Wenn er nicht gerade die Dekolleté seiner Tochter für Jesus überwacht, Keith Hudson kann gehört werden nannte seine Nachkommen ein „Teufelskind“ und forderte die Versammlungen auf, „für Katy zu beten“. Papa Perry soll angeblich geschimpft haben: „Ich war bei einem Konzert von Katy, wo 20.000 waren. Ich beobachte diese Generation und sie haben es geschafft. Es sah fast aus wie eine Kirche… Ich stand da und weinte und weinte und weinte weiter“, sagte er. 'Sie lieben und verehren das Falsche.' Puh, die Eltern verstehen es einfach nicht.

Nach Perrys Scheidung im Jahr 2012 von dem bekannten Kirchgänger Russell Brand, Mary Hudson erzählte ihrer Gemeinde, die rechtliche Trennung sei eigentlich ein Segen im Unglück: 'Ich bin mir sicher, Katy ist im Internet im Trend, nur um dich heute Abend in die Kirche zu bringen.' Natürlich hat jede Mutter, die das Wort „Trend“ richtig verwendet, wahrscheinlich etwas vor.

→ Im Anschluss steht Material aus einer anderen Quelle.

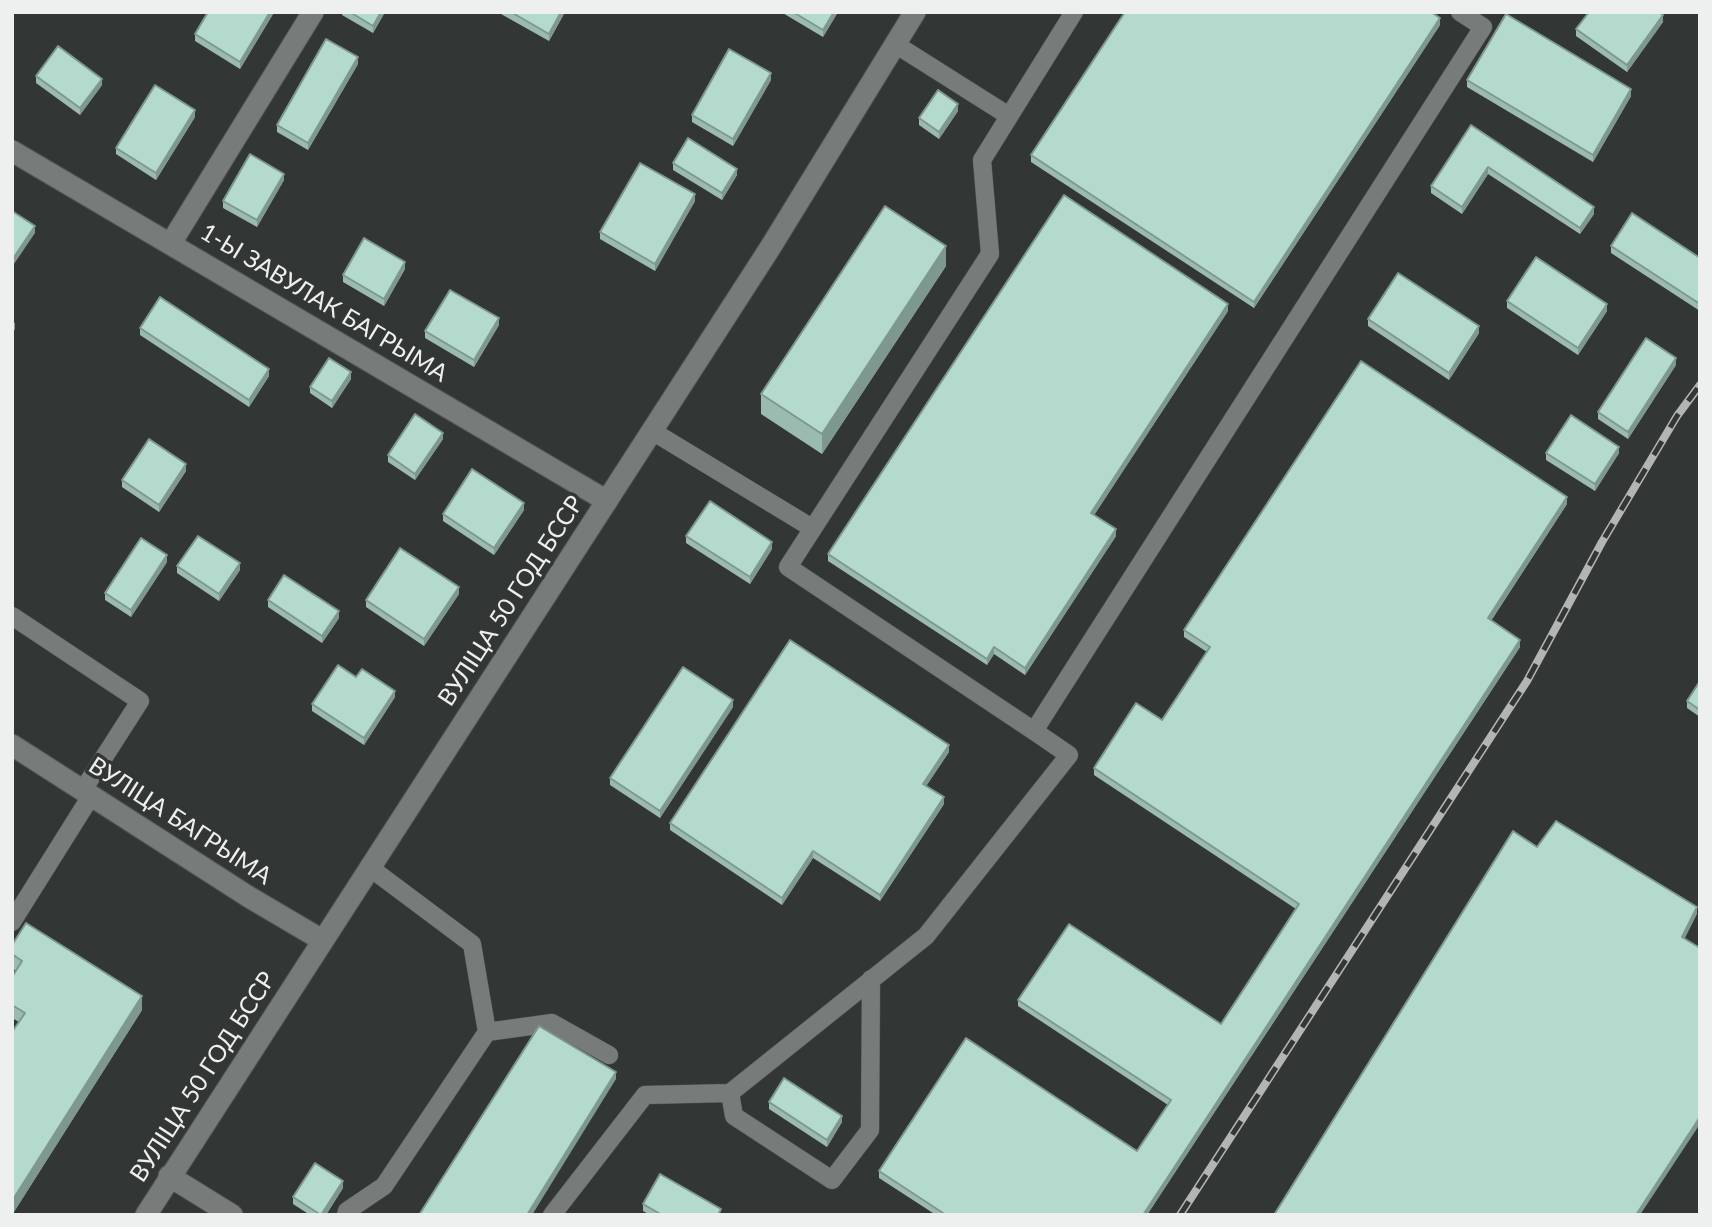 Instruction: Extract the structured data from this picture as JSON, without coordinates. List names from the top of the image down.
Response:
{
  "streets": {
    "main road": ["1-Ы ЗАВУЛАК БАГРЫМА", "ВУЛІЦА 50 ГОД БССР", "ВУЛІЦА БАГРЫМА"]
  },
  "crossings": [
    ["1-Ы ЗАВУЛАК БАГРЫМА", "ВУЛІЦА 50 ГОД БССР"],
    ["ВУЛІЦА 50 ГОД БССР", "ВУЛІЦА БАГРЫМА"]
  ]
} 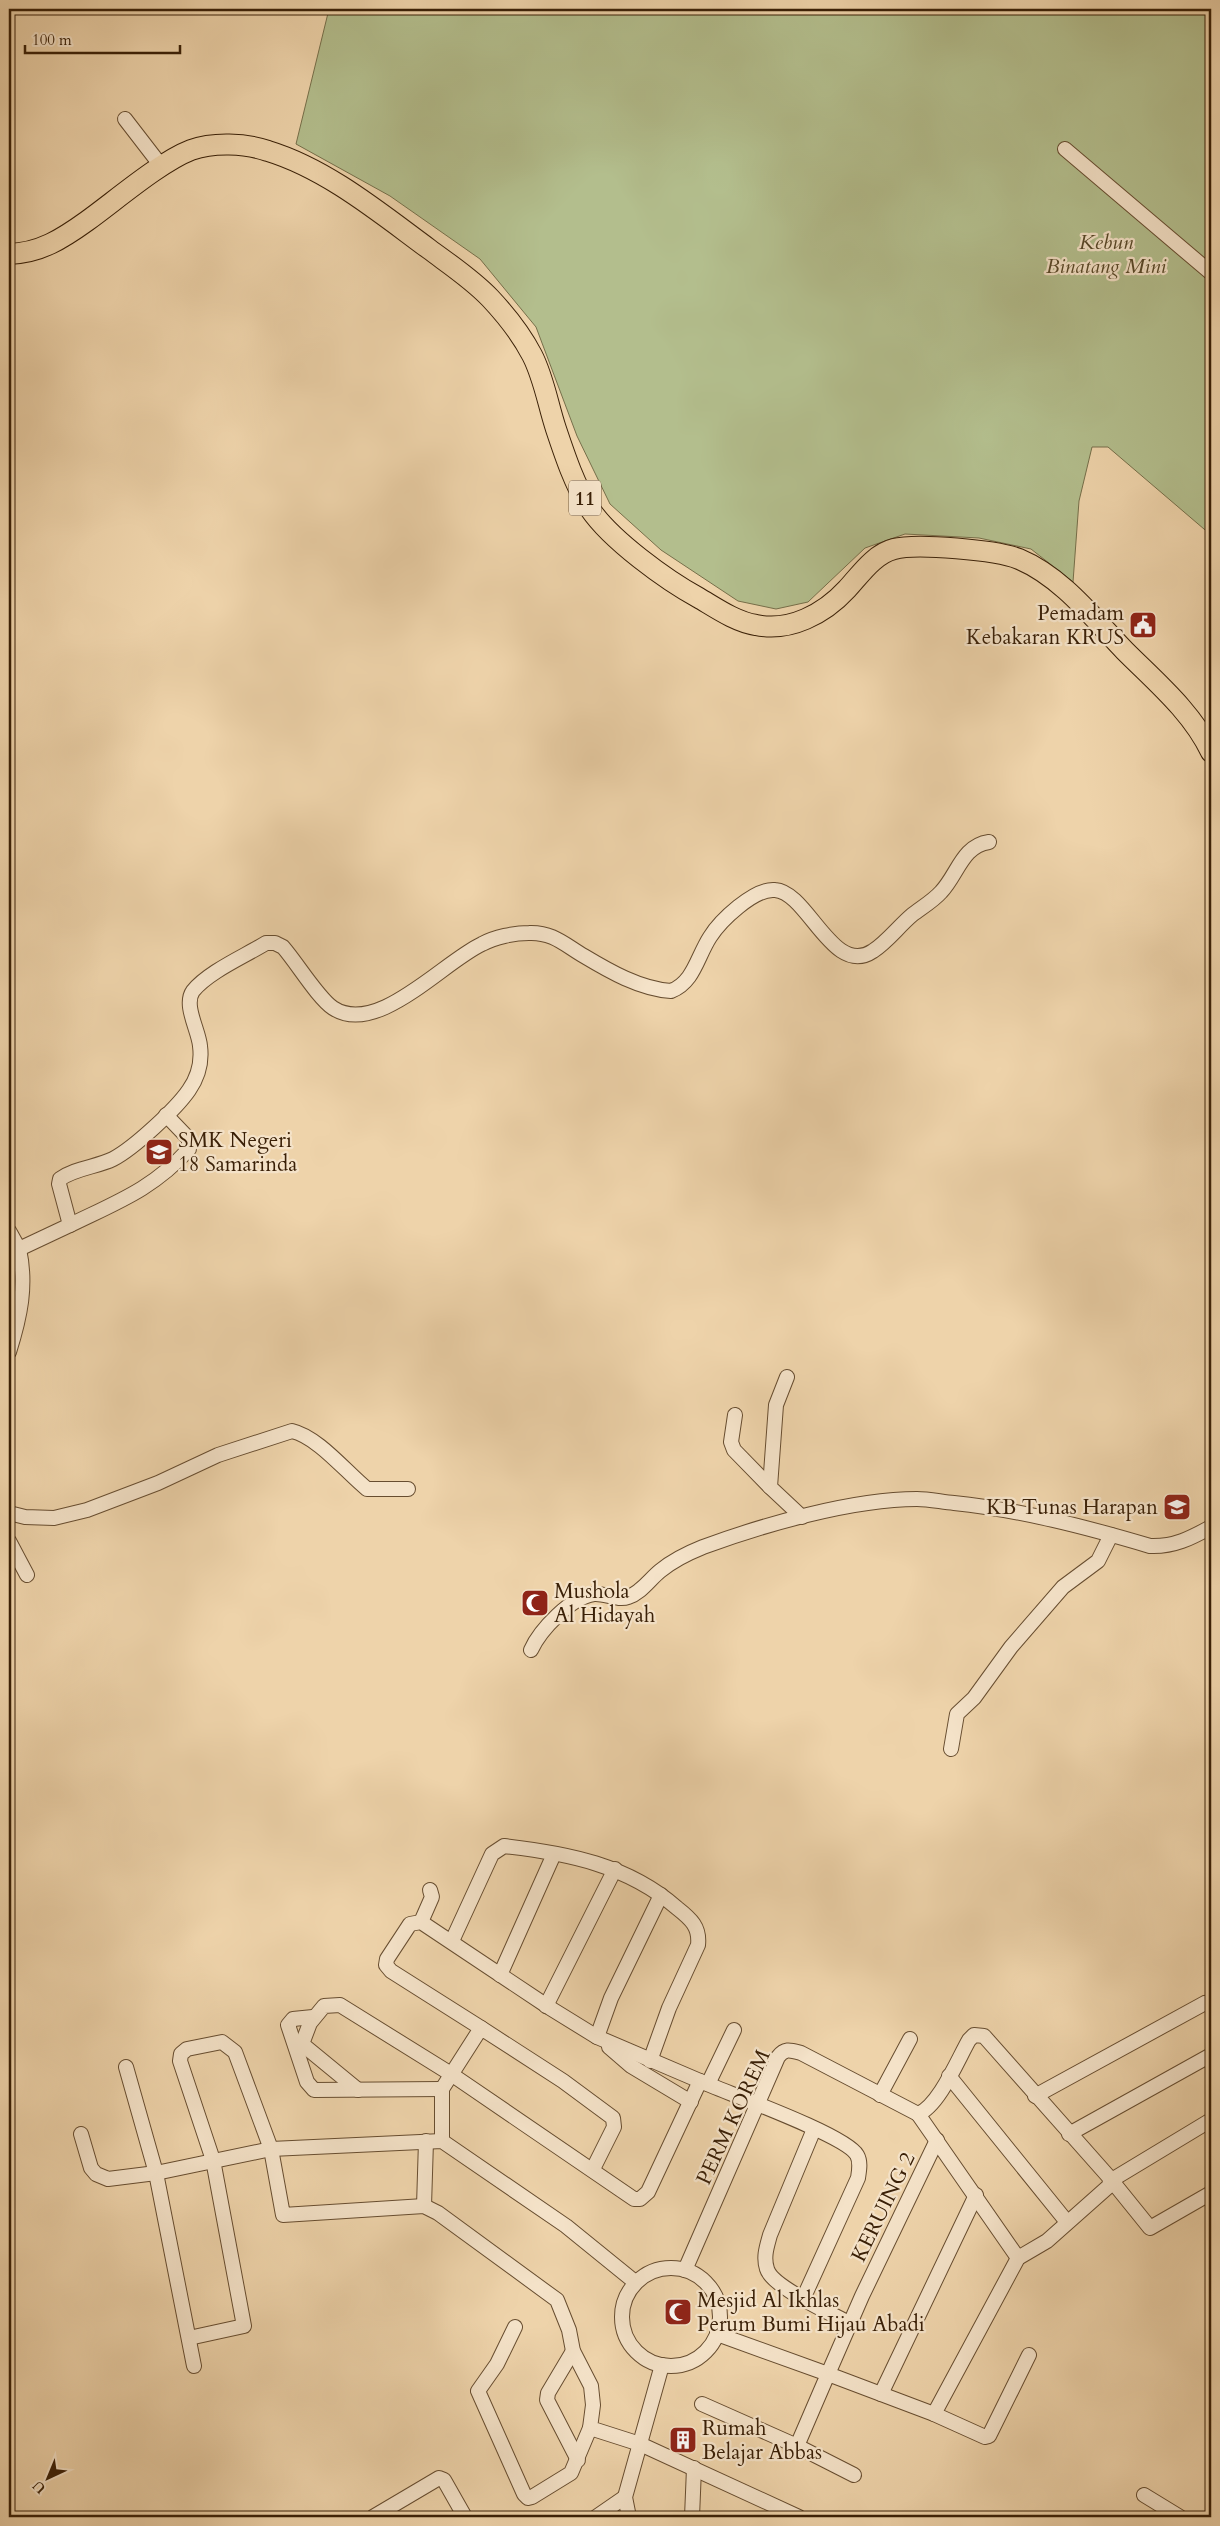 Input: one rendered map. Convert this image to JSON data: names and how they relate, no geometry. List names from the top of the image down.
{
  "streets": {
    "highway": ["11"],
    "street": ["PERM KOREM", "KERUING 2"]
  },
  "parks": ["Kebun Binatang Mini"],
  "places": {
    "public building": ["Pemadam Kebakaran KRUS"],
    "school or university": ["SMK Negeri 18 Samarinda", "KB Tunas Harapan"],
    "mosque": ["Mushola Al Hidayah", "Mesjid Al Ikhlas Perum Bumi Hijau Abadi"],
    "building": ["Rumah Belajar Abbas"]
  },
  "scale_bar": "100 m",
  "north": "bottom left"
}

Im Fall von Mary Hudson ist dieses Etwas eine vorgeschlagene Memoiren , in dem die gottesfürchtige, öffentlichkeitsliebende Predigerin „ihre Geschichte“ erzählt und viele Gerüchte zerstreut. Katys Erfolg hat sich sowohl negativ als auch positiv auf ihren Dienst ausgewirkt.“ In Hudsons Buchvorschlag heißt es: „Sie liebt ihre Tochter sehr und ist sehr stolz auf ihre Leistungen, ist aber mit vielen Entscheidungen, die sie in ihrer Karriere trifft, nicht einverstanden.“ Ein berühmtes Kind zu verkaufen, war früher die exklusive Domäne von Bottom Feedern wie Dina Lohan – aber jetzt ist es praktisch eine heilige Berufung!

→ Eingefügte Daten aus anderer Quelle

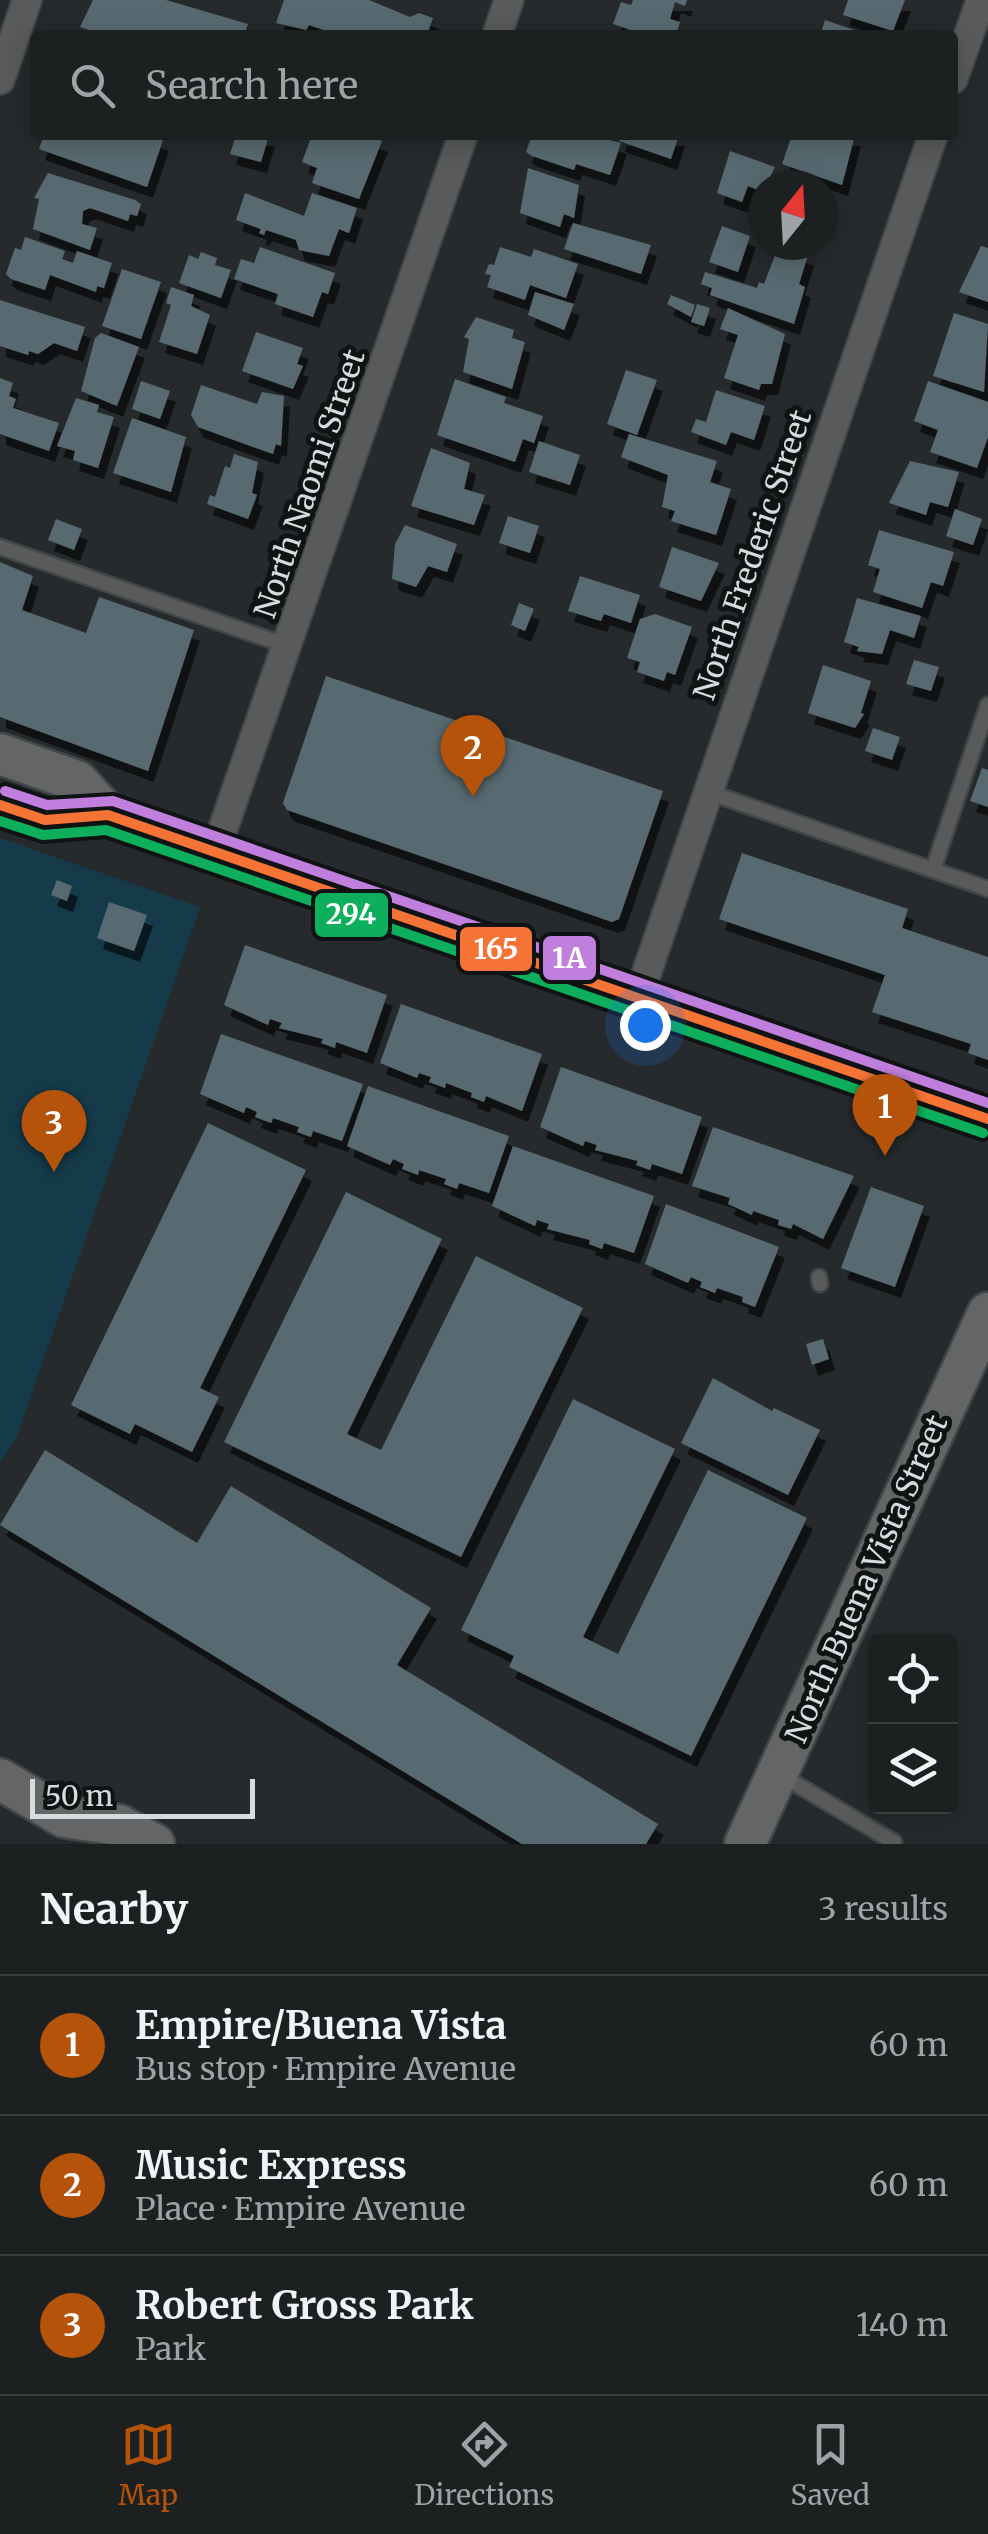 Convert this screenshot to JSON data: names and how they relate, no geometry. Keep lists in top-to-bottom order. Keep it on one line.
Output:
{"streets":{"main road":["North Buena Vista Street"],"street":["North Naomi Street","North Frederic Street"]},"lines":["transit line 1A","transit line 165","transit line 294"],"scale_bar":"50 m","north":"top","page":{"search":"Search here","pins":["2","1","3"],"scale":"50 m","heading":["Nearby","3 results"],"list":[{"mark":"1","name":"Empire/Buena Vista","note":"Bus stop · Empire Avenue","value":"60 m"},{"mark":"2","name":"Music Express","note":"Place · Empire Avenue","value":"60 m"},{"mark":"3","name":"Robert Gross Park","note":"Park","value":"140 m"}],"nav":["Map","Directions","Saved"]}}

Katy Perry ist vielleicht keine bemerkenswerte Musikerin, aber sie hat es eindeutig geschafft, sich aus einer Menge christlicher Verrücktheit herauszukämpfen. Perry identifiziert sich nicht mehr als Christ. aber besteht darauf , „Ich habe immer noch das Gefühl, eine tiefe Verbindung zu Gott zu haben. Ich bete die ganze Zeit.“ Ähnlich wie ihr Jesus-Tattoo wird Perrys überreligiöser Hintergrund in absehbarer Zeit nirgendwo hingehen. Obwohl sie ihren republikanischen Eltern die Teilnahme an ihrem Auftritt bei der Amtseinführung von Präsident Obama untersagt hat, besteht sie darauf, dass sie 'eine großartige Beziehung' zu dem dynamischen Duo hat.

Während Perry vorgeworfen wurde, ihre Bibellager-Vergangenheit wegen ihres Schockfaktors gemolken zu haben, hat der Popstar unbestreitbar ihren gerechten Anteil an Religion – und ist trotz allem irgendwie respektvoll und verzeihend. Wenn die Nonnen von L.A. wirklich mitfühlende Damen wären, würden sie Perrys komplizierte religiöse Reise mit dem Kloster ihrer Träume belohnen. Außerdem Taylor Swift und ihre Giraffenmädchengang würde es nicht wagen, jemanden in einem heiligen Kloster anzugreifen … oder?!